Indonesia can learn from one of the most successful country such as Germany on how to implement the proper Feed-in Tariff. Germany has a well established FIT which creates more than 340,000 jobs and replace €50 billion worth of energy import every year[9]. There are at least three stages[10] used by the Germany’s government on developing the established FIT. The first stage was started in 2000 – 2009 by focusing on the accelerate the increases of domestic renewable energy. On this stage, the regulation was formed to allow “Transparency, Sustainability, and Certainty” to the investors. The second stage was started in 2009 to 2011 with objectives was to adjust the FIT regulation so that the annual increase of solar panel installation could be regulated. In 2012, the renewable energy price became more competitive compared to the conventional energy such as fossil fuel, so in the third stage, the Germany’s government was gradually remove the FIT incentives. The Germany’s Feed-in Tariff is successfully make the renewable energy price in German become much lower to more than 55 percent in 12 years as could be seen in the Figure 2.
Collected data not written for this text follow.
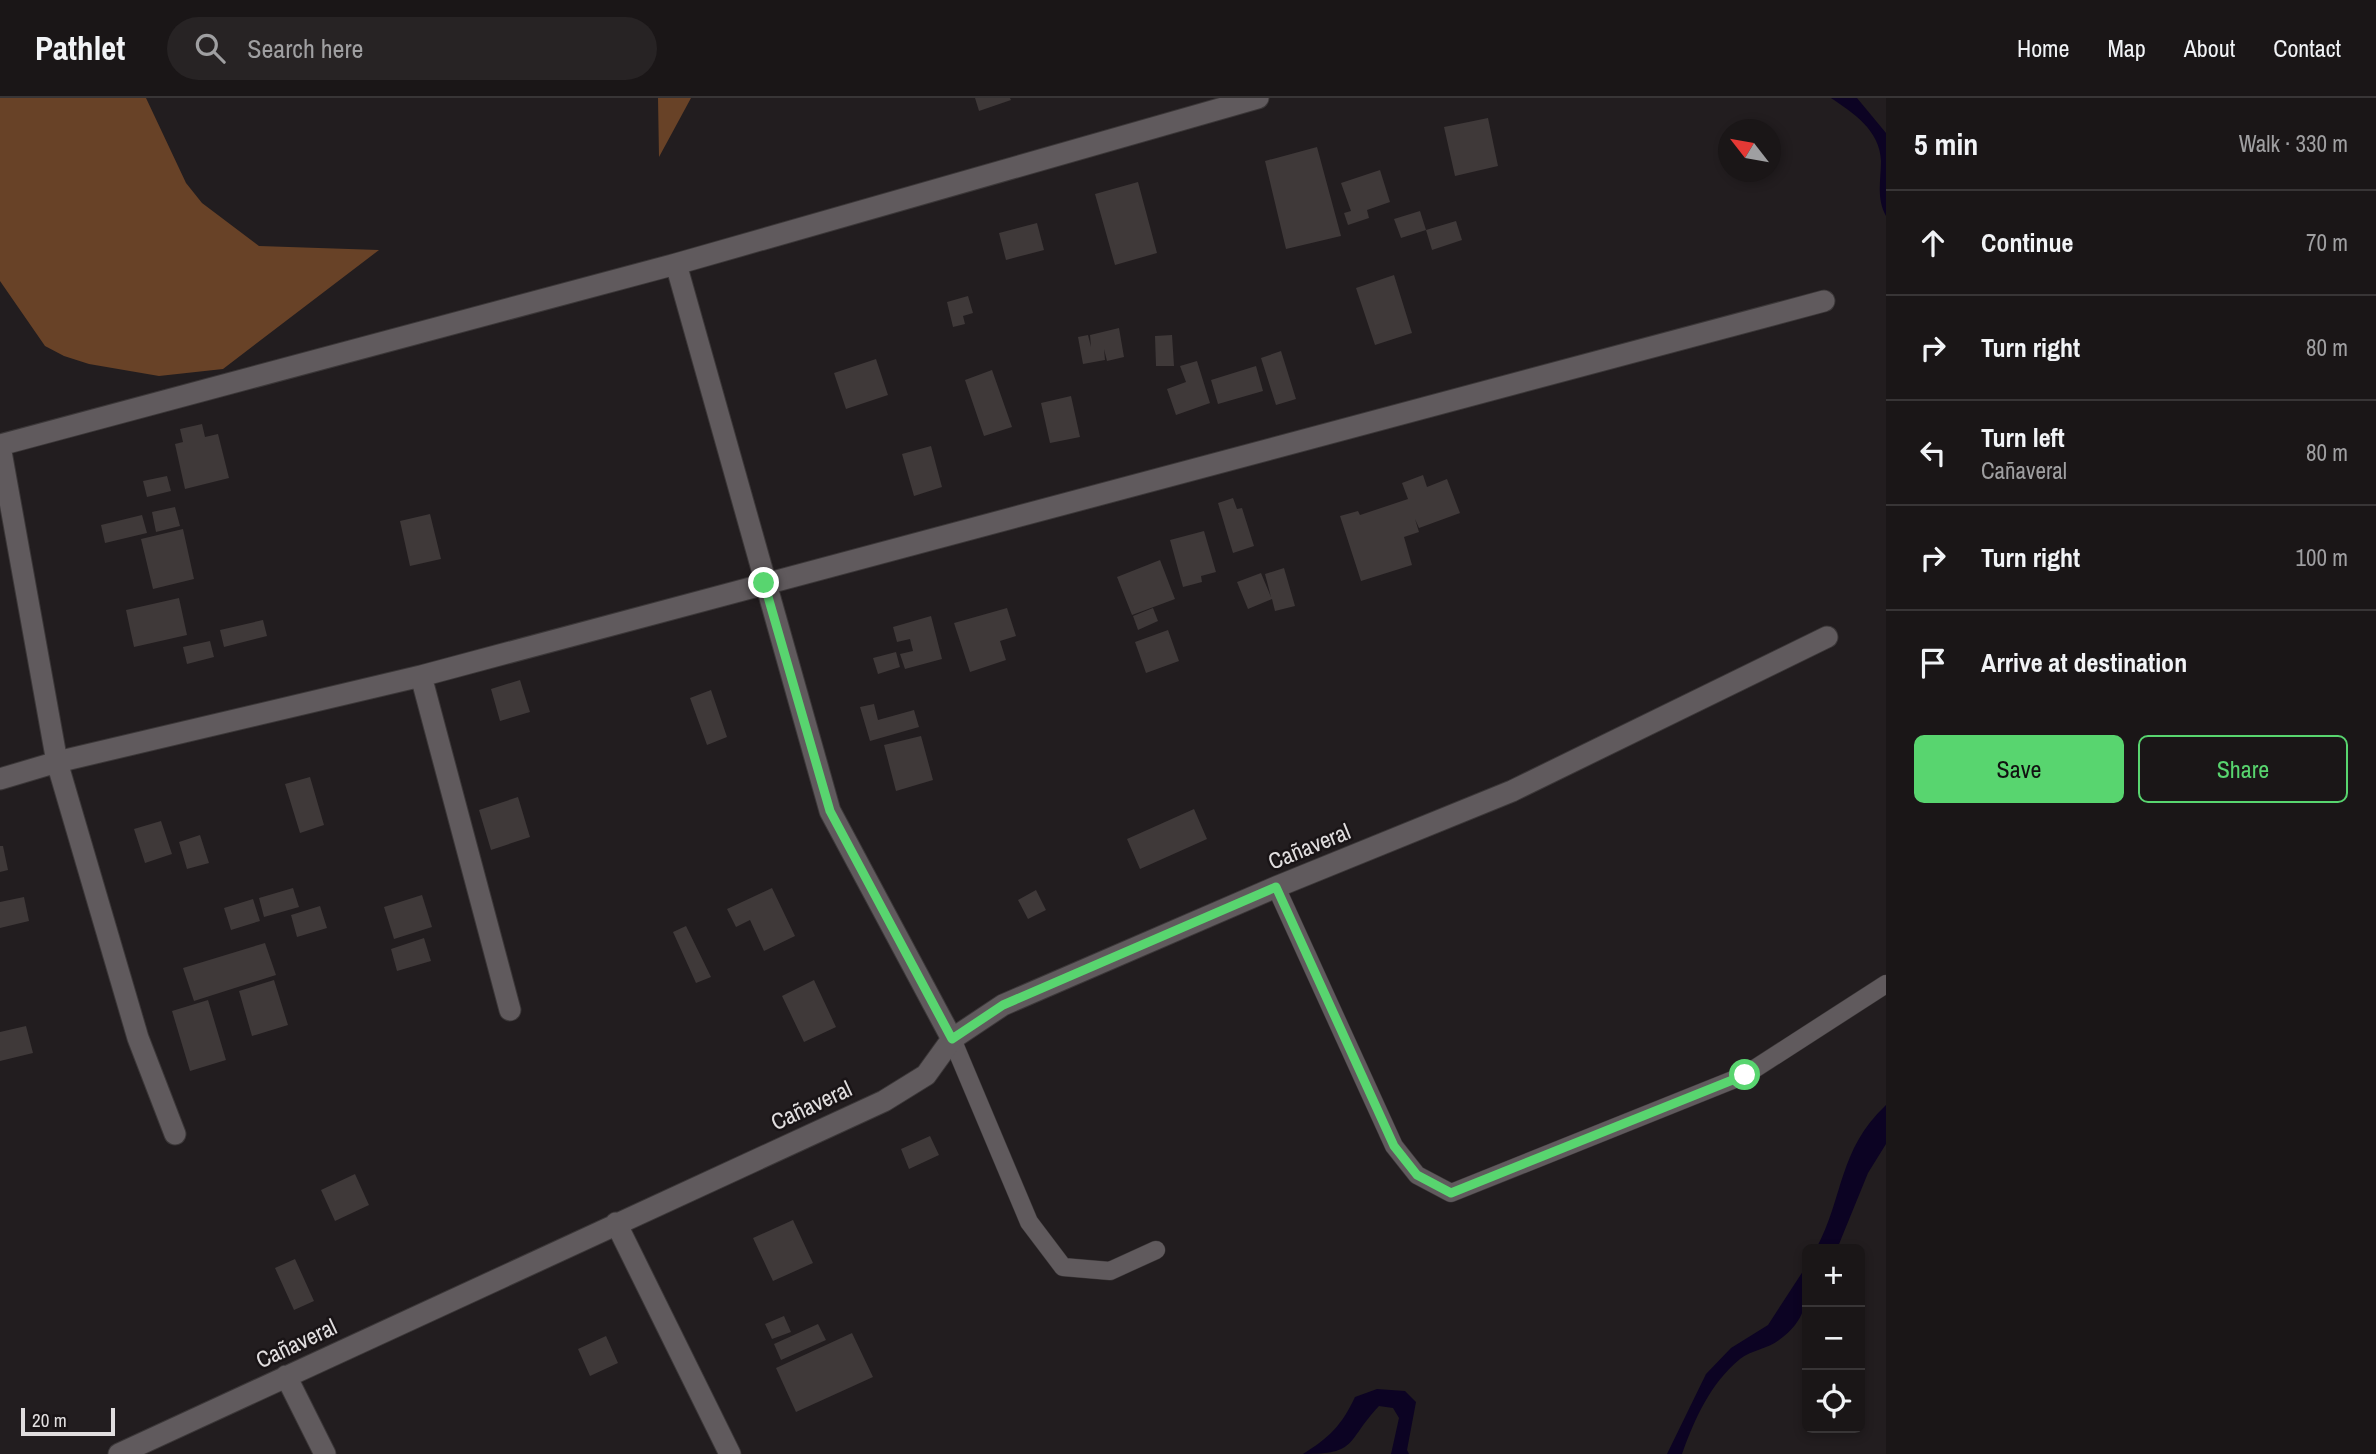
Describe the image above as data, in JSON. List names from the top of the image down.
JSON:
{
  "streets": {
    "street": ["Cañaveral"]
  },
  "scale_bar": "20 m",
  "north": "top left",
  "page": {
    "header": "Pathlet",
    "search": "Search here",
    "nav": [
      "Home",
      "Map",
      "About",
      "Contact"
    ],
    "heading": ["5 min", "Walk · 330 m"],
    "list": [
      ["Continue", "70 m"],
      ["Turn right", "80 m"],
      ["Turn left", "Cañaveral", "80 m"],
      ["Turn right", "100 m"],
      "Arrive at destination"
    ],
    "buttons": ["Save", "Share"],
    "map_buttons": ["+", "−"],
    "scale": "20 m"
  }
}
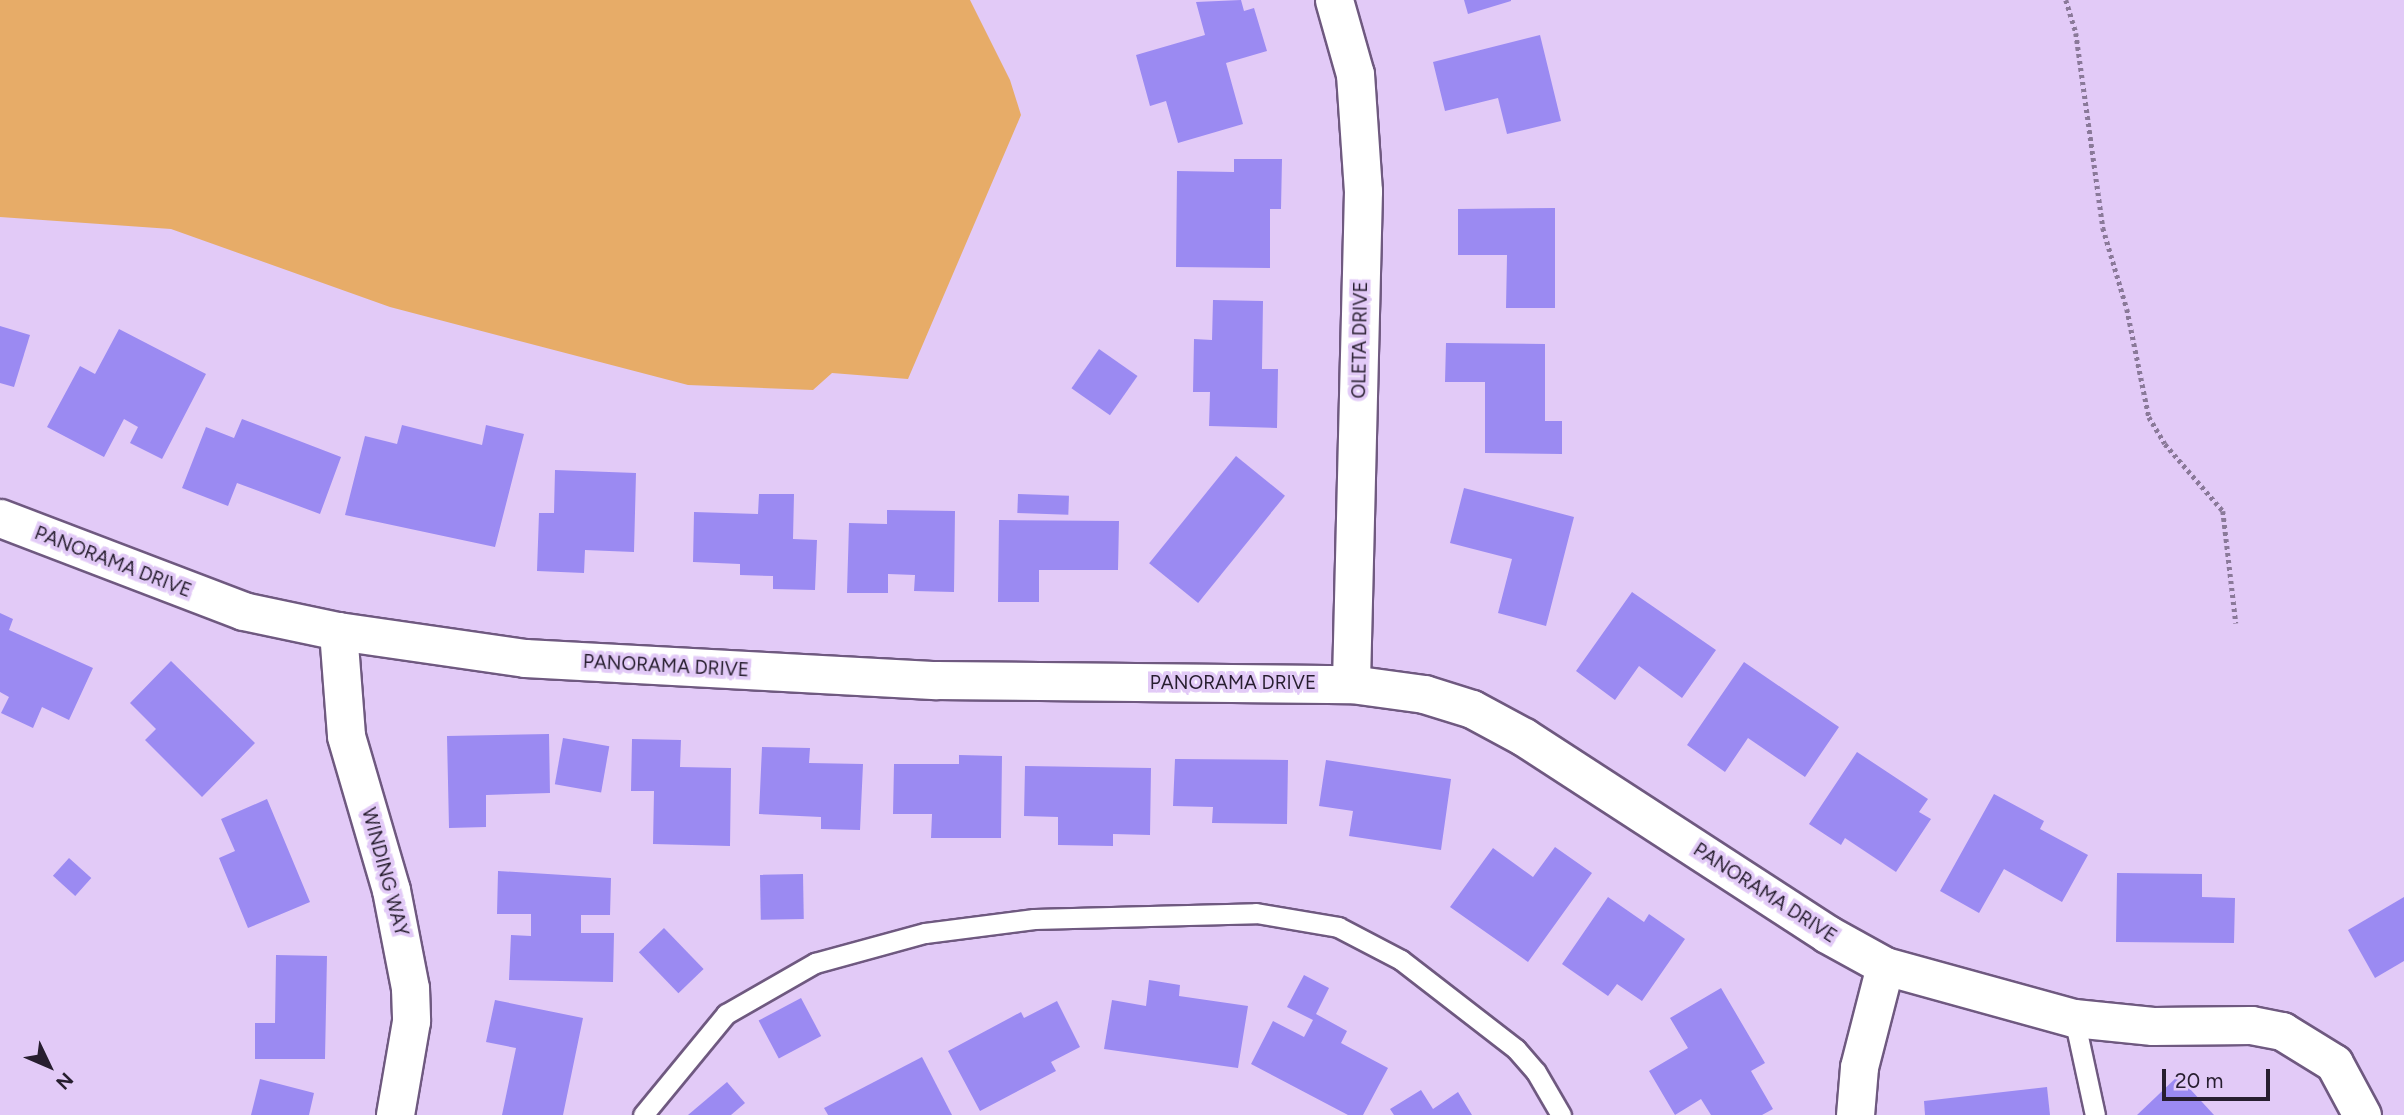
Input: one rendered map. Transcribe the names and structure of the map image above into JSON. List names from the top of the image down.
{
  "streets": {
    "street": ["OLETA DRIVE", "PANORAMA DRIVE", "WINDING WAY"]
  },
  "crossings": [
    ["OLETA DRIVE", "PANORAMA DRIVE"],
    ["PANORAMA DRIVE", "WINDING WAY"]
  ],
  "scale_bar": "20 m",
  "north": "bottom right"
}
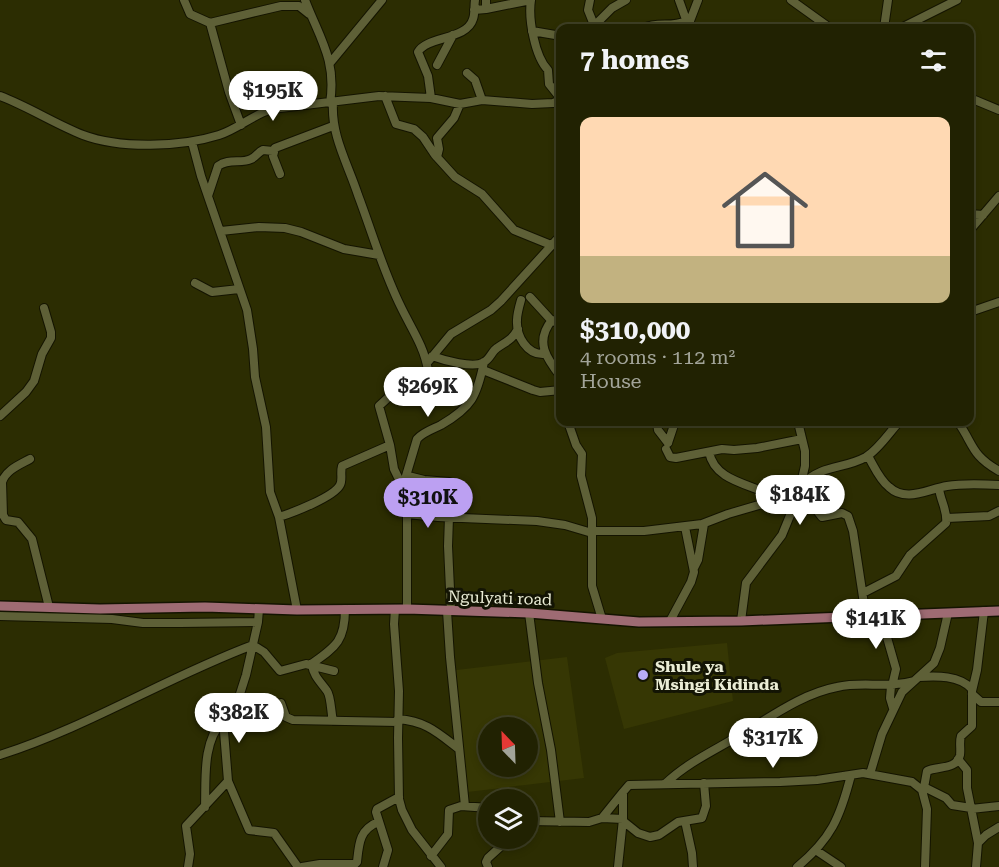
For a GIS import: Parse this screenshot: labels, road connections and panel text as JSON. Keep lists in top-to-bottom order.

Figure 2 Germany’s Solar PV Price History

Source :

As the conclusion, the decision Indonesia’s government made to adapt the fixed price Feed-in Tariff as the national renewable energy economic instrument is in the right path. Most developing countries are implementing Feed-in Tariff since it considers to be the most suitable economic instrument to the developing country situations including Indonesia. Feed-in Tariff has proved less costly and low risk with the efficient payment which is closely tied to the actual cost of RE generation compared to another economic instrument. Countries such as German have successfully implement Feed-in Tariff and make it become incubator of renewable energy technology and innovation. However, it is essential to highlight few critical points on how to achieve a successful Feed-in Tariff policy. These include:

  1. Ensure the long-term transparency, certainty, and stability renewable energy investment climate. The rapid changes either in the policy or payment levels can lead to the unattractive investment climate both on the upstream and downstream side of renewable energy chain.
  2. Feed-in Tariff payment should cover the renewable energy generation costs. It is known that the renewable energy generation cost is higher than the conventional generation cost. The incentives should be given by the government to be the economically attractive business. The incentive is then could be reduced gradually corresponding to the domestic RE generation development respectively.
  3. Provide transparency and uniformity policy regarding the RE development for every province in Indonesia. It is important to ensure the effective procedures by giving a nondiscriminatory standard for RE development.
  4. Set the annual national RE generation target for every renewable energy. It will help government integrate renewable electricity with another related sector so that the more aggressive renewable energy targets would be achieved.
  5. Put the national inflation in the variable to be considered on the FIT incentive payment. It will reduce the adverse effect of the national financial viability to the renewable energy development.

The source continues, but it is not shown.